**Assignment**
Copy the data exactly from the line that contains "flex:1; display:flex; flex-direction:column;" through the line that contains "width:48px; height:48px; border-radius:6px;", keeping both end lines and leaving out everything else.

**Material provided**
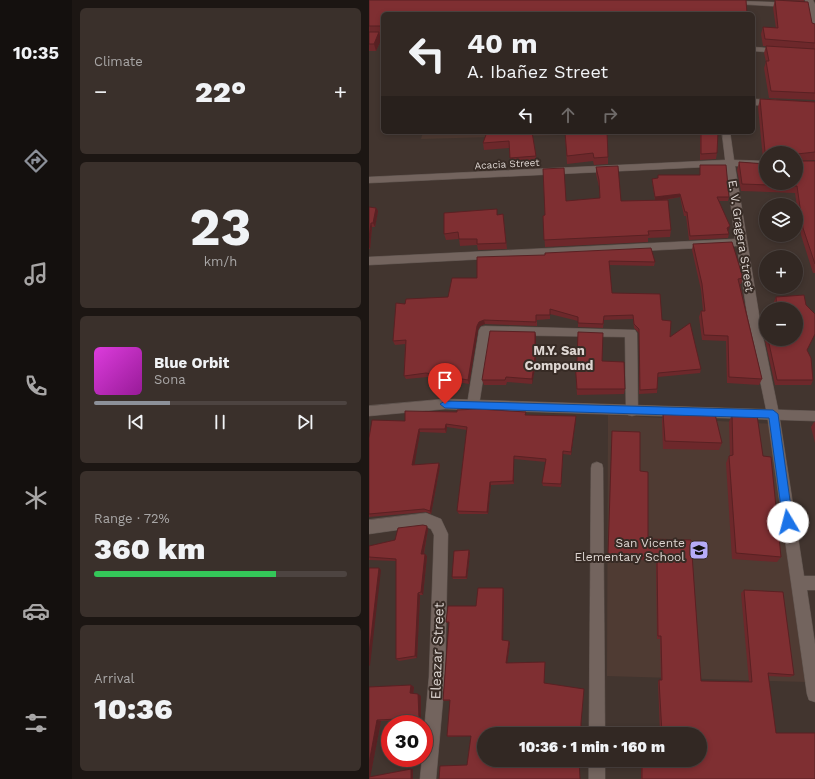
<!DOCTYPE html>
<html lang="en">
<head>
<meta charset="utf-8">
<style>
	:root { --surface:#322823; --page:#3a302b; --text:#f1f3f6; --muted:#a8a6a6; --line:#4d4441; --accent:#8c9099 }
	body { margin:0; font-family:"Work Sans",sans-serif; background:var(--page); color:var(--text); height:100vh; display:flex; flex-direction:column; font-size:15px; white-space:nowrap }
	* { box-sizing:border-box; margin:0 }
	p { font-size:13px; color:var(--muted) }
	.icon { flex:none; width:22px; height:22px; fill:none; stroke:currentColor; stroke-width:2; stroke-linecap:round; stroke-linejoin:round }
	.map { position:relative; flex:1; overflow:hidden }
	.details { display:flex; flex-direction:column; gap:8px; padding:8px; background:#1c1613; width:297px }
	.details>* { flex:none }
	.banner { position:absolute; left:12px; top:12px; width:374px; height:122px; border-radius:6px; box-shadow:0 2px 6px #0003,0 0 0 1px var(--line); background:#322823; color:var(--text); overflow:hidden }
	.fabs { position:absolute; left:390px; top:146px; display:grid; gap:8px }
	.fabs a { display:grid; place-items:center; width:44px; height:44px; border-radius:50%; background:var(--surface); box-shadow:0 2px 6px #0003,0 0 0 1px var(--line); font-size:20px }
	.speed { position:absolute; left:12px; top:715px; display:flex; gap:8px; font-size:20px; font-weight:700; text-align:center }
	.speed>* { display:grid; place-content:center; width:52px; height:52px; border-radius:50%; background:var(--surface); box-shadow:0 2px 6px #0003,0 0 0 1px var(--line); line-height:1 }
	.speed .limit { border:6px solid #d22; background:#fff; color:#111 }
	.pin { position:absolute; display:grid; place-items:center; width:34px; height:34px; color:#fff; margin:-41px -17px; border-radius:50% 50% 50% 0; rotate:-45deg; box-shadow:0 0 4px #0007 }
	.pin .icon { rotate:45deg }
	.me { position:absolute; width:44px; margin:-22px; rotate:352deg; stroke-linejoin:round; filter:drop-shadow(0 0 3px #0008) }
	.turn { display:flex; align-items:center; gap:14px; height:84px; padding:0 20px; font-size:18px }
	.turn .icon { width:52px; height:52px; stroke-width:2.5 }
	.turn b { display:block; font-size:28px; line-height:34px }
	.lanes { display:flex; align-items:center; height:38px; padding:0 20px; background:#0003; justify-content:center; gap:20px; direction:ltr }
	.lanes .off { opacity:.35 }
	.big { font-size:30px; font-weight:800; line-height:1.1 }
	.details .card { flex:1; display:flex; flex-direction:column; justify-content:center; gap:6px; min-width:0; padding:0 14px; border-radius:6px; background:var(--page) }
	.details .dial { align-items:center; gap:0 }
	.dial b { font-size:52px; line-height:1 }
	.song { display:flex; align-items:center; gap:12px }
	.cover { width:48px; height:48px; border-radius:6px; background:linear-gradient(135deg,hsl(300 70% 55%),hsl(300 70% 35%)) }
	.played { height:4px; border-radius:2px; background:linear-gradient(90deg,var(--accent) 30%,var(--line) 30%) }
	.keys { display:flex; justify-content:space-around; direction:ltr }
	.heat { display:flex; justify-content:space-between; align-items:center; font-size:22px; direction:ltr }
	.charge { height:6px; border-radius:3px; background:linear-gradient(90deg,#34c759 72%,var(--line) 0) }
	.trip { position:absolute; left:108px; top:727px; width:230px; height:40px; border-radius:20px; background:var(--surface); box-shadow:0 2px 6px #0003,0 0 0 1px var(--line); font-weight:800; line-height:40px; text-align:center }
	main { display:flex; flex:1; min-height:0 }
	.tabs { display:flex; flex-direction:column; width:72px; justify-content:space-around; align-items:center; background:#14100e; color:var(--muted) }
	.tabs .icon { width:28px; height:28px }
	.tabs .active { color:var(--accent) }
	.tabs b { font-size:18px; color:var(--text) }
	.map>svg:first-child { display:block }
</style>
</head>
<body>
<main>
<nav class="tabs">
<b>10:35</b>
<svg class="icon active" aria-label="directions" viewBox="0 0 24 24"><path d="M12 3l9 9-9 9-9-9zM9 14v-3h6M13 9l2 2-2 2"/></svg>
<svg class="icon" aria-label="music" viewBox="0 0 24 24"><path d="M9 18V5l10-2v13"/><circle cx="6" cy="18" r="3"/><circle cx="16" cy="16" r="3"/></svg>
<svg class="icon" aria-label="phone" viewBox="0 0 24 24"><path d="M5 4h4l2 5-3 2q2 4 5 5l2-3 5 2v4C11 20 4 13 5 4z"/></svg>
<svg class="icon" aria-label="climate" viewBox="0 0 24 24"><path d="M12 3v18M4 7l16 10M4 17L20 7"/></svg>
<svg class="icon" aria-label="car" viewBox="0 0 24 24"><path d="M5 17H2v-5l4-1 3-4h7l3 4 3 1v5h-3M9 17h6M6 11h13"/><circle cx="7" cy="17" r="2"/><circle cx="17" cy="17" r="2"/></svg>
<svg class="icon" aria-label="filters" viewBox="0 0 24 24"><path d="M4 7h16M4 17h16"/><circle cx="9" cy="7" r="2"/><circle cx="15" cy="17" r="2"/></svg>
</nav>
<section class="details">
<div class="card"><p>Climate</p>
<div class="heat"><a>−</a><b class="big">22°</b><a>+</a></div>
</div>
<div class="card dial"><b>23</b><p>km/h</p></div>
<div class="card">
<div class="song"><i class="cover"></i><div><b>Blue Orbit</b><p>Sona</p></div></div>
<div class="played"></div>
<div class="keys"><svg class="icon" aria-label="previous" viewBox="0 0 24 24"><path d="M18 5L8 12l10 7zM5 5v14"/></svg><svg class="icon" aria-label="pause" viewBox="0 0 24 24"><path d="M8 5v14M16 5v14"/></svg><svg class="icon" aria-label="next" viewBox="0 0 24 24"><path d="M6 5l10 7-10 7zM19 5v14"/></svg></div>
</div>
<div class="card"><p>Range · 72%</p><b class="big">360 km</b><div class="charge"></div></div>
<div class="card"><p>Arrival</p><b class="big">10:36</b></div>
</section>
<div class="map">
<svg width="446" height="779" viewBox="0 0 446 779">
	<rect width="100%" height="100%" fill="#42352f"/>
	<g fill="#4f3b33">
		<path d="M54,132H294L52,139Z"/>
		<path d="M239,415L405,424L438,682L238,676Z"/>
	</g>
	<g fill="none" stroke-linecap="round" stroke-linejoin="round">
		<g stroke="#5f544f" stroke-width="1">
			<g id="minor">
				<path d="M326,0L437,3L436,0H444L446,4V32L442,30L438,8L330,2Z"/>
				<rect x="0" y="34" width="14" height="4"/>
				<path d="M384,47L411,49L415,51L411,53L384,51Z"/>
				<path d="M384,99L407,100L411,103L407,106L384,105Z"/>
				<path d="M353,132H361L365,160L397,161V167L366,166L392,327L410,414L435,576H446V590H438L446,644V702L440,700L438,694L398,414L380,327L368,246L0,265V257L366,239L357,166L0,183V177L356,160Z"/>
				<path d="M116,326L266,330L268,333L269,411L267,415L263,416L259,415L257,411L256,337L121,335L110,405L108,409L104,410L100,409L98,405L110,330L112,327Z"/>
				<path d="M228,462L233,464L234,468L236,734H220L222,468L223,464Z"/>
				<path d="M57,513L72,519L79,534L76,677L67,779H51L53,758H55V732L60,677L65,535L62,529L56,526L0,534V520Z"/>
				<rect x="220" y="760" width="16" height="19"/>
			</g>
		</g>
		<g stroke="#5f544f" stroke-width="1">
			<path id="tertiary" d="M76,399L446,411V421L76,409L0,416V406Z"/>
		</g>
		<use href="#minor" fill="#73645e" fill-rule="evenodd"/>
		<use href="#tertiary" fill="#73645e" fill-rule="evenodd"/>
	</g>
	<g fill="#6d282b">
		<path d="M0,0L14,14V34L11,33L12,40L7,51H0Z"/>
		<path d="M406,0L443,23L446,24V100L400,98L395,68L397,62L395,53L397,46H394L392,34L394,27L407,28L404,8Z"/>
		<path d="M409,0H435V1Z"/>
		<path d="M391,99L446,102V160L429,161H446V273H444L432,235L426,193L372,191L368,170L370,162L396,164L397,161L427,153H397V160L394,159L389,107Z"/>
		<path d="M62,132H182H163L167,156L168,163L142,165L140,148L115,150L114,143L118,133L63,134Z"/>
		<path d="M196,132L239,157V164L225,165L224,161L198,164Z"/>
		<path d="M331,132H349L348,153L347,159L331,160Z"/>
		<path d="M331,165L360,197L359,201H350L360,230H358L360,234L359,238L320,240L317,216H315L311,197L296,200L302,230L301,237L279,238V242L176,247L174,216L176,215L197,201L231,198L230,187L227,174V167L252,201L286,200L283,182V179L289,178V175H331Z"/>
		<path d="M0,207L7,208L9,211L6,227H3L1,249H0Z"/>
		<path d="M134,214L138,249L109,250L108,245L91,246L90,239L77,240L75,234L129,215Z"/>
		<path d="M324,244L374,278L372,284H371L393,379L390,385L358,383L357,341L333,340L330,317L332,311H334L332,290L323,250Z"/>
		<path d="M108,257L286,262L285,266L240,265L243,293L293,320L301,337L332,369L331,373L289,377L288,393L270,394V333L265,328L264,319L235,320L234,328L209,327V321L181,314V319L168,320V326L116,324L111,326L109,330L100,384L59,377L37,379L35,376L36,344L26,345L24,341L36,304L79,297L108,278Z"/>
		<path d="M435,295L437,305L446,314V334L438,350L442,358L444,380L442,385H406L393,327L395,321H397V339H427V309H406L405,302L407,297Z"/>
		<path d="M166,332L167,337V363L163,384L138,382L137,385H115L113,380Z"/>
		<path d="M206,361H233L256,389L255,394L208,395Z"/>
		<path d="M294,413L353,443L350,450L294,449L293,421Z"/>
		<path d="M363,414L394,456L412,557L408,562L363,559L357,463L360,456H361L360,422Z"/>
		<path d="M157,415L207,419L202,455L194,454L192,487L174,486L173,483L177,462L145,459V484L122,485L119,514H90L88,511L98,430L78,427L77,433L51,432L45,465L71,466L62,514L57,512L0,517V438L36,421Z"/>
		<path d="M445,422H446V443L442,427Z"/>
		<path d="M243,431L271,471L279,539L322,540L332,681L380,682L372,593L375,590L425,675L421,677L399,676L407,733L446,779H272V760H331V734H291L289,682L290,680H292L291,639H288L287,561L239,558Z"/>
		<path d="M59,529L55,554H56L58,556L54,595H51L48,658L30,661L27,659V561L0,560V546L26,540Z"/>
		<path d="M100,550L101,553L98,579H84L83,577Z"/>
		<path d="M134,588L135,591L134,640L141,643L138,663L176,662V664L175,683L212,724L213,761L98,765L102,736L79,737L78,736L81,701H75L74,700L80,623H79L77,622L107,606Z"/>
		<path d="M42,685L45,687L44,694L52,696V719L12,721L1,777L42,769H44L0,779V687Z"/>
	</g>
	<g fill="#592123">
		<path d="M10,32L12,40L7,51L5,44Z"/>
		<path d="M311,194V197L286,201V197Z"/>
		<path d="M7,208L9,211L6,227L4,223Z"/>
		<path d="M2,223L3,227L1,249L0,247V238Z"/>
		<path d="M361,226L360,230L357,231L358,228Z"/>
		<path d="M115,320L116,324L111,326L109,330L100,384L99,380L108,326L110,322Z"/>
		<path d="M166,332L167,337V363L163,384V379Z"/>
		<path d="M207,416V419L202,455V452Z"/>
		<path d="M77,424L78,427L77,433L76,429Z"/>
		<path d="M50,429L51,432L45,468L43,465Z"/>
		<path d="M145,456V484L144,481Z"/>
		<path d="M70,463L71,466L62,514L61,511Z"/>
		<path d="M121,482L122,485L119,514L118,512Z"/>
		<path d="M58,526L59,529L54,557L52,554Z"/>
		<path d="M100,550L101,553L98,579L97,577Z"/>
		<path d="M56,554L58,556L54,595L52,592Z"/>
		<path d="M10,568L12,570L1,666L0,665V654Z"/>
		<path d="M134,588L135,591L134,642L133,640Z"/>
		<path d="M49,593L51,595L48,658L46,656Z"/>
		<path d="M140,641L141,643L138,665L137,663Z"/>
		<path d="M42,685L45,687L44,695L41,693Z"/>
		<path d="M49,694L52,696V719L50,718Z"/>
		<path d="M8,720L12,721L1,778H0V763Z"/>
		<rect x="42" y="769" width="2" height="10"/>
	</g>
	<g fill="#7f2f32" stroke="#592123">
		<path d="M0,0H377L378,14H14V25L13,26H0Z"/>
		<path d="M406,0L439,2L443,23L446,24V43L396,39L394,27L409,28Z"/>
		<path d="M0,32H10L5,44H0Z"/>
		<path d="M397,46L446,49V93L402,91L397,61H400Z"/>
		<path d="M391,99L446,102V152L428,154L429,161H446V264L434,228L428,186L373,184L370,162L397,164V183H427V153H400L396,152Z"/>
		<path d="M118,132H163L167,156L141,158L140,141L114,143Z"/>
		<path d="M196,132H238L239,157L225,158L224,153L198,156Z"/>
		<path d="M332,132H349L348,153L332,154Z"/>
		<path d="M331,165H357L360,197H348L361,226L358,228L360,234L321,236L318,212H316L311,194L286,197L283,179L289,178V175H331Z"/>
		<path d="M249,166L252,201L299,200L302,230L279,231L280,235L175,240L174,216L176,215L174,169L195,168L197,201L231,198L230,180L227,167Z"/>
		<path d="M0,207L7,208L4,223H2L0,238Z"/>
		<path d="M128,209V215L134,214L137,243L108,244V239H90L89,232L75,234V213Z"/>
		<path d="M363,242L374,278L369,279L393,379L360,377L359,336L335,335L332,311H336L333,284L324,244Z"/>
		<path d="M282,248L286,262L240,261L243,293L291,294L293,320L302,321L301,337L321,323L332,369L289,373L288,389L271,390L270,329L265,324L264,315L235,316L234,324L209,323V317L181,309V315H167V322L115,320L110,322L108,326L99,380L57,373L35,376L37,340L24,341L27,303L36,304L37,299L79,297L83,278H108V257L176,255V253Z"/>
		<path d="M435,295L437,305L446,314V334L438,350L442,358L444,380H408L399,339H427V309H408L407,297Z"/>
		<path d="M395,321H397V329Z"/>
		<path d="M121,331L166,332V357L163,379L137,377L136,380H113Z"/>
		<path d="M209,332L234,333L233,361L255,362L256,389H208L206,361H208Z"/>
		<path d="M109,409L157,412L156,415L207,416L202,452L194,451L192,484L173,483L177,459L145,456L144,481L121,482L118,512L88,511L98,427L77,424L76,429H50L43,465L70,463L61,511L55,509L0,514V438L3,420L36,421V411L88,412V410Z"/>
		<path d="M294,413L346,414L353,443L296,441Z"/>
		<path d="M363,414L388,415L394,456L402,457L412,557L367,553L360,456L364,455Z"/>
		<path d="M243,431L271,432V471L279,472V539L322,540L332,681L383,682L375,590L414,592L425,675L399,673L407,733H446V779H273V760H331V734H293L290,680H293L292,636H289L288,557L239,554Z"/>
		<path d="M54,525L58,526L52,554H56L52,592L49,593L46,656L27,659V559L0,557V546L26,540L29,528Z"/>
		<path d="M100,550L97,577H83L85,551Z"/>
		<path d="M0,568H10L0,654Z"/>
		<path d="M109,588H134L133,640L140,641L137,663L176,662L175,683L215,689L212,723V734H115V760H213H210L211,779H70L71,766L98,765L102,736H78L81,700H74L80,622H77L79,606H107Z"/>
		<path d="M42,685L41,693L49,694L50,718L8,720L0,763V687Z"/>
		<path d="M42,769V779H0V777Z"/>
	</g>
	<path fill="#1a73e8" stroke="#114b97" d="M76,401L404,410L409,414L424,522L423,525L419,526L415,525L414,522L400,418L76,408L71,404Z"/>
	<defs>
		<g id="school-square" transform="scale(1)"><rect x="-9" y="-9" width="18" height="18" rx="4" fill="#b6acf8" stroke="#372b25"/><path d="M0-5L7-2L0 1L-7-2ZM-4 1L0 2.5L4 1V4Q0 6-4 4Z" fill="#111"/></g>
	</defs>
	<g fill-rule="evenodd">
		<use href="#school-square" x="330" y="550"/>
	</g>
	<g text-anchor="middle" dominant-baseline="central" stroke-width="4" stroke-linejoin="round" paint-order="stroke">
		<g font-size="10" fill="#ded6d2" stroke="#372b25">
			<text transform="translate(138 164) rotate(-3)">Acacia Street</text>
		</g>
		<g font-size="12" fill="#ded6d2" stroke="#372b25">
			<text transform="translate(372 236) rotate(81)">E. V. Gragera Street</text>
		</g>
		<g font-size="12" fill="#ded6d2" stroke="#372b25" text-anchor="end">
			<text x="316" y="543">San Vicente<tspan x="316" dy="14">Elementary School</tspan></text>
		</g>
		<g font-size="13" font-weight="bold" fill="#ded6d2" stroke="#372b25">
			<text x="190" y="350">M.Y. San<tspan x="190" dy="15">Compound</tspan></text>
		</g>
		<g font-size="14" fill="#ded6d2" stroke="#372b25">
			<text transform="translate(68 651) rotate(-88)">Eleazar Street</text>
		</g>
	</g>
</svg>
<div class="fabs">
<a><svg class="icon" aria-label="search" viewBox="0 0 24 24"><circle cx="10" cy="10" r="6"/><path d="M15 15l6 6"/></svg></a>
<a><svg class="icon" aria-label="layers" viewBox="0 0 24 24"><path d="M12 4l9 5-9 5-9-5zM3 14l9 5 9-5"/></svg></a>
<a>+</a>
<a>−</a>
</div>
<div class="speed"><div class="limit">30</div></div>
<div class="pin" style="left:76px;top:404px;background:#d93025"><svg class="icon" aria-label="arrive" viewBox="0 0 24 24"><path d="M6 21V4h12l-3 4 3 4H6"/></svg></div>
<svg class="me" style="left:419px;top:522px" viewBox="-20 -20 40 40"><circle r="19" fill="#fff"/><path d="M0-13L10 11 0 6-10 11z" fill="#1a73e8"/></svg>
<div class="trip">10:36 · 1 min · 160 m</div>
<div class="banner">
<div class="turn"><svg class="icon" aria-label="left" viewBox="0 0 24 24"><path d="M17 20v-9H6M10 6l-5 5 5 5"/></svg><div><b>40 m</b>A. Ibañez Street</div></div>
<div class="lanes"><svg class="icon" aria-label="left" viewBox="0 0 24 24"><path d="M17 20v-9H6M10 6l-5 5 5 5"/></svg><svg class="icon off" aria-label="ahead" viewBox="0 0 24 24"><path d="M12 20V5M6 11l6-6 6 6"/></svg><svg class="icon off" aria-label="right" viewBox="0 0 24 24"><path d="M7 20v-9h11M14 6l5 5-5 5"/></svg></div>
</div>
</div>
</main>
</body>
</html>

**Solution**
	.details .card { flex:1; display:flex; flex-direction:column; justify-content:center; gap:6px; min-width:0; padding:0 14px; border-radius:6px; background:var(--page) }
	.details .dial { align-items:center; gap:0 }
	.dial b { font-size:52px; line-height:1 }
	.song { display:flex; align-items:center; gap:12px }
	.cover { width:48px; height:48px; border-radius:6px; background:linear-gradient(135deg,hsl(300 70% 55%),hsl(300 70% 35%)) }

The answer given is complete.